Pier Francesco Tosi was born in Cesena, Italy, in 1653 or 1654. There is disagreement between sources as to whether he was the son of the composer Giuseppe Felice Tosi. He was castrated before puberty to preserve his loud voice. While it is not known where he received rudimentary musical training from him, he sang in a church in Rome from 1676 to 1677 and in Milan cathedral from 1681 to 1685, when he was dismissed for “misconduct”. Thereafter, he made his only recorded opera appearance at Reggio nell’Emilia in 1687 (in Varischino’s Odoacre) and was based for a time in Genoa. In 1693, Tosi moved to London, where he took on students of song and blood in weekly public concerts. In 1701 he entered the service of the Austrian Emperor Joseph I and Johann Wilhelm, Elector Palatine, for whom he served as musical and diplomatic agent, traveling extensively until 1723. In 1724 he returned to London ablaze with the works of Handel, where he again taught and He was a founding member of the Academy of Early Music.

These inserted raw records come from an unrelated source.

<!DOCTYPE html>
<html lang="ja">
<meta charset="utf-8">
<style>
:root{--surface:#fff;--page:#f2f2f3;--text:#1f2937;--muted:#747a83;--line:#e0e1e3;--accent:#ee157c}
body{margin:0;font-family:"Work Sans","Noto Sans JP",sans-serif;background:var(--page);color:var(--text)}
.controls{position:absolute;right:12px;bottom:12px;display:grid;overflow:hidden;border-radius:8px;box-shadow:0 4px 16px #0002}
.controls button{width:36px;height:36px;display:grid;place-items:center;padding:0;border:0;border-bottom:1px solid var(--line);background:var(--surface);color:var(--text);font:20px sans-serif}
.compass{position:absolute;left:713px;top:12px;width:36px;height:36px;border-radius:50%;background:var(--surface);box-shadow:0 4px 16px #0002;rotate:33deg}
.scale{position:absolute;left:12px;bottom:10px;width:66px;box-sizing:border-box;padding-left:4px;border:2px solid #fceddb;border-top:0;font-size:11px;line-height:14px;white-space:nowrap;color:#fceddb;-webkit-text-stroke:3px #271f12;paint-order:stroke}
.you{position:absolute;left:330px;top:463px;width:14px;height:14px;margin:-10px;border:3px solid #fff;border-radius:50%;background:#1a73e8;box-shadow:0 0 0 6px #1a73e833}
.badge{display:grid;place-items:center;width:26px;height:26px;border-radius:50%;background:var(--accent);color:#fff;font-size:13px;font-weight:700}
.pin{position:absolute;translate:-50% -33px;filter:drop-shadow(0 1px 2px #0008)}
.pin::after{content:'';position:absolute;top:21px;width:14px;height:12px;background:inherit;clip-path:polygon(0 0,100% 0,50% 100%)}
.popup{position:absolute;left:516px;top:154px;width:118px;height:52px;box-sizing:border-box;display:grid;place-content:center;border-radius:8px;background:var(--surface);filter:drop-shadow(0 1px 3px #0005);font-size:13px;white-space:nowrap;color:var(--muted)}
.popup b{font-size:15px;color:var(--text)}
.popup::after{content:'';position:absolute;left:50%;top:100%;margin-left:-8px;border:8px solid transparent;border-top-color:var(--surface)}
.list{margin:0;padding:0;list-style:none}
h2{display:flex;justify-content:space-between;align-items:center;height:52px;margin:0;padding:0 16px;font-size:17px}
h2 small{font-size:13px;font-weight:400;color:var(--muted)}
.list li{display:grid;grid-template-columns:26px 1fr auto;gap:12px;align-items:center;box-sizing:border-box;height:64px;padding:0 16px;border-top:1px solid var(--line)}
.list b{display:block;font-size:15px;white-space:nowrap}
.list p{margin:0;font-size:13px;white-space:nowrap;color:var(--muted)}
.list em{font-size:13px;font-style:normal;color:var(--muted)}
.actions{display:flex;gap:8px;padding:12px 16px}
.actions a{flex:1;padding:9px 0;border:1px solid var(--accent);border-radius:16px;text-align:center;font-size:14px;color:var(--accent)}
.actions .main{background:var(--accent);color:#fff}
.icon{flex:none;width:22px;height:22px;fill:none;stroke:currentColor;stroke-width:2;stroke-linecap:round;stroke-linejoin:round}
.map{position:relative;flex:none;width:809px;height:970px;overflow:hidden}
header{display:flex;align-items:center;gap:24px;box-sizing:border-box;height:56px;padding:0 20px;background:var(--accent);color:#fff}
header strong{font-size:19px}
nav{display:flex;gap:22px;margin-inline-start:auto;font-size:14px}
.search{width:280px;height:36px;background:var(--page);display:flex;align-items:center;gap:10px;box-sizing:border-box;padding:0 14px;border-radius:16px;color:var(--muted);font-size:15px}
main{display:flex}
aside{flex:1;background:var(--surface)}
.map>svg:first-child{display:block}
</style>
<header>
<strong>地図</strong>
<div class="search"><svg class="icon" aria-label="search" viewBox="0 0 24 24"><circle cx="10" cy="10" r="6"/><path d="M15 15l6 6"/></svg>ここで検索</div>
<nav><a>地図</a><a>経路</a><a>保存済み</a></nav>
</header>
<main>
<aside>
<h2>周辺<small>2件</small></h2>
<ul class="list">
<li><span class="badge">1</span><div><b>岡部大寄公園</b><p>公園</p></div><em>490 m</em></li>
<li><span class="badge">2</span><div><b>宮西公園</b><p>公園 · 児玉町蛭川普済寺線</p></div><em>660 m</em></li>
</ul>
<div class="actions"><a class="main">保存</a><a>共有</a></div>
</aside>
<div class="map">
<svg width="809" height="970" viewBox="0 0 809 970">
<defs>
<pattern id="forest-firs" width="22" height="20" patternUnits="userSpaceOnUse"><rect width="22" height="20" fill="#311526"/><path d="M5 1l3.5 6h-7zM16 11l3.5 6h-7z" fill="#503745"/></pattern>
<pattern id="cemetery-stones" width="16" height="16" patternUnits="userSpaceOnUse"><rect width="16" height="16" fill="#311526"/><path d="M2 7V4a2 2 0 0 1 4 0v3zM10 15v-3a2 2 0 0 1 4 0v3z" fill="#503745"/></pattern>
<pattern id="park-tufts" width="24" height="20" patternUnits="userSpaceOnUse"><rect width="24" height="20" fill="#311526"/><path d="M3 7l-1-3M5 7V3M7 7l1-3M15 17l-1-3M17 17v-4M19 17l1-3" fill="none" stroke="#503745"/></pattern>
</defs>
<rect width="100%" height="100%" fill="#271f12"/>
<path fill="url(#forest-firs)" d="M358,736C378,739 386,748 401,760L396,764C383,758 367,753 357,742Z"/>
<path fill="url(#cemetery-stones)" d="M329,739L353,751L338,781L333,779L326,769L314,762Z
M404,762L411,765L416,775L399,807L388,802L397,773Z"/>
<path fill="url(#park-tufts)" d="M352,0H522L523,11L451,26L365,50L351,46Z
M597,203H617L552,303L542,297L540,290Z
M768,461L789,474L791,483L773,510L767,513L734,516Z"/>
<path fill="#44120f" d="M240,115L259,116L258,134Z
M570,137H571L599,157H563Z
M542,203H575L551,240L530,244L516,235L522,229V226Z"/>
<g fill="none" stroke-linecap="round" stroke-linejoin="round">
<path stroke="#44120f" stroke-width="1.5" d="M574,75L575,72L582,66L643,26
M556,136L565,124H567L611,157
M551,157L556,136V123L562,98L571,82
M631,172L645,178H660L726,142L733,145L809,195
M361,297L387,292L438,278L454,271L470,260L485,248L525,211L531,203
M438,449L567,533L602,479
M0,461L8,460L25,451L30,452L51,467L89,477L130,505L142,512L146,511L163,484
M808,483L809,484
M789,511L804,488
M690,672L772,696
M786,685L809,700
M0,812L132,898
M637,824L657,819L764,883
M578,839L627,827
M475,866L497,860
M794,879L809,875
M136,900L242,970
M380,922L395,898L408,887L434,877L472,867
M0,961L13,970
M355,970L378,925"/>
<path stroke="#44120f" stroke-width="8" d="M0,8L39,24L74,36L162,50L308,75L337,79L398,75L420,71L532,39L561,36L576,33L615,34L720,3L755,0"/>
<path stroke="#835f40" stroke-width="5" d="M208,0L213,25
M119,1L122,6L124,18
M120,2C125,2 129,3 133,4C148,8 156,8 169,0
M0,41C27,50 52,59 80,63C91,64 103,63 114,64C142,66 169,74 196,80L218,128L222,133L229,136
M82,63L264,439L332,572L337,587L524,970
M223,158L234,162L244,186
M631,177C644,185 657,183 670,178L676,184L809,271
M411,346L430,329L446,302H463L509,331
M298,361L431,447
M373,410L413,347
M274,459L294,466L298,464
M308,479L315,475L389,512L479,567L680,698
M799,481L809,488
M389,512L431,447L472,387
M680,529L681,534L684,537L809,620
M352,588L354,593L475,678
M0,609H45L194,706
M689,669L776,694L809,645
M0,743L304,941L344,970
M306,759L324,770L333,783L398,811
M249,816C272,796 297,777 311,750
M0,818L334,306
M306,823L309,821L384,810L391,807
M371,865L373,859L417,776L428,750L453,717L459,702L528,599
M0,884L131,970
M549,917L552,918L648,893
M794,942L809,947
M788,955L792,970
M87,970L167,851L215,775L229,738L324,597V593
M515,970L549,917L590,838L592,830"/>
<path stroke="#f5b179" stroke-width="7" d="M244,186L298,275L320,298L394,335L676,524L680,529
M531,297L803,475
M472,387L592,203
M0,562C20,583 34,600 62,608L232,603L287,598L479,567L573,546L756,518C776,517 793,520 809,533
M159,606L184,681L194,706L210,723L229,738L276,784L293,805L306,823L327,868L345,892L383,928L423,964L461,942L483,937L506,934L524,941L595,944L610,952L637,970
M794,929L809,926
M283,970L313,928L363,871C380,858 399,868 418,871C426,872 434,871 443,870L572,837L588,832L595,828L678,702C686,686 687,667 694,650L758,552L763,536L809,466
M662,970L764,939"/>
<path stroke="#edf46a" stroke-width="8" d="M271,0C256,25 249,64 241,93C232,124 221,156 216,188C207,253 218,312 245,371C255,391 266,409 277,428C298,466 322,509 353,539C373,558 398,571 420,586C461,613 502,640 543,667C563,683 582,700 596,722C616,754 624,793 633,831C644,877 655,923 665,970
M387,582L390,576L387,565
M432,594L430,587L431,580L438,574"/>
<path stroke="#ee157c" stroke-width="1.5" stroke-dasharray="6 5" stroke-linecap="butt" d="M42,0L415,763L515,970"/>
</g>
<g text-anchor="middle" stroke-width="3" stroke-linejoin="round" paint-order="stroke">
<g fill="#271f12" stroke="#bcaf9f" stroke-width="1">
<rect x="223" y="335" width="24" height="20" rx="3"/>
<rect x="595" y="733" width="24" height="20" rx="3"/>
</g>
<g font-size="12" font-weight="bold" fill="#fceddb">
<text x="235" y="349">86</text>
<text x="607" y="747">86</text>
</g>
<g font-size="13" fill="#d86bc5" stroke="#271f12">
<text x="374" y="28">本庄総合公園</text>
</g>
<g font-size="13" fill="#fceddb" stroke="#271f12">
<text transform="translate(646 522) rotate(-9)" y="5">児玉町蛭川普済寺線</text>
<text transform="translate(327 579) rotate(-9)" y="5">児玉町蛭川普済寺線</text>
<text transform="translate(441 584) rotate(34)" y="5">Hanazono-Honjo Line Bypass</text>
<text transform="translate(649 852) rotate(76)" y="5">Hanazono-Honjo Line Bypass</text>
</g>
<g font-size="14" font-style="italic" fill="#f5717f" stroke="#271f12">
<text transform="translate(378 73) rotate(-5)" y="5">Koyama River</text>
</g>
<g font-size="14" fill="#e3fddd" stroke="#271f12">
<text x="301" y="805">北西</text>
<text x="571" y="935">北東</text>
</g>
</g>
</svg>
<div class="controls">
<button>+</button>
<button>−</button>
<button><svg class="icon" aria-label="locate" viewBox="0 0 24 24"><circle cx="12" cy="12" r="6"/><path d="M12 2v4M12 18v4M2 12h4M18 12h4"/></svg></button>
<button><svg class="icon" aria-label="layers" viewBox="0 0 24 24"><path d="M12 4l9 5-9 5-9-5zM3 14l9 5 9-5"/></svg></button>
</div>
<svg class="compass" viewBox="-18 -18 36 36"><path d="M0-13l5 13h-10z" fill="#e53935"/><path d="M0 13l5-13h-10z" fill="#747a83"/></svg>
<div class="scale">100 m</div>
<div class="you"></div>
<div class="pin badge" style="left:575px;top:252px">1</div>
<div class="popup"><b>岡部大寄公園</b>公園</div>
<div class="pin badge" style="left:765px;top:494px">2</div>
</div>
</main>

She took holy orders sometime before her death in Faenza, Italy in 1732. In addition to being a well-known soprano (of the cantabile style, singing mainly chamber music) and voice teacher, Tosi was a composer of several arias and cantatas. (Biographical information taken from “Tosi, Pier Francsco”, New Grove Dictionary of Opera.)

John Ernest Galliard (1666-1747), English translator of Opinions, was a successful opera composer and oboist in London, playing an important role in the city’s musical life in the first half of the 18th century. He was a founding member of both the Royal Society of Musicians and the Academy of Ancient Music, the latter of which Tosi also sat on. Due to the quality of the translation and his long personal relationship with the author, Galliard’s translation and annotation of Tosi’s Opinioni (published in 1742 as Observations on the Florid Song) has long been regarded as an authoritative and authoritative interpretation. high quality. (Biographical information taken from “Galliard, John Ernest”, New Grove Dictionary of Opera.)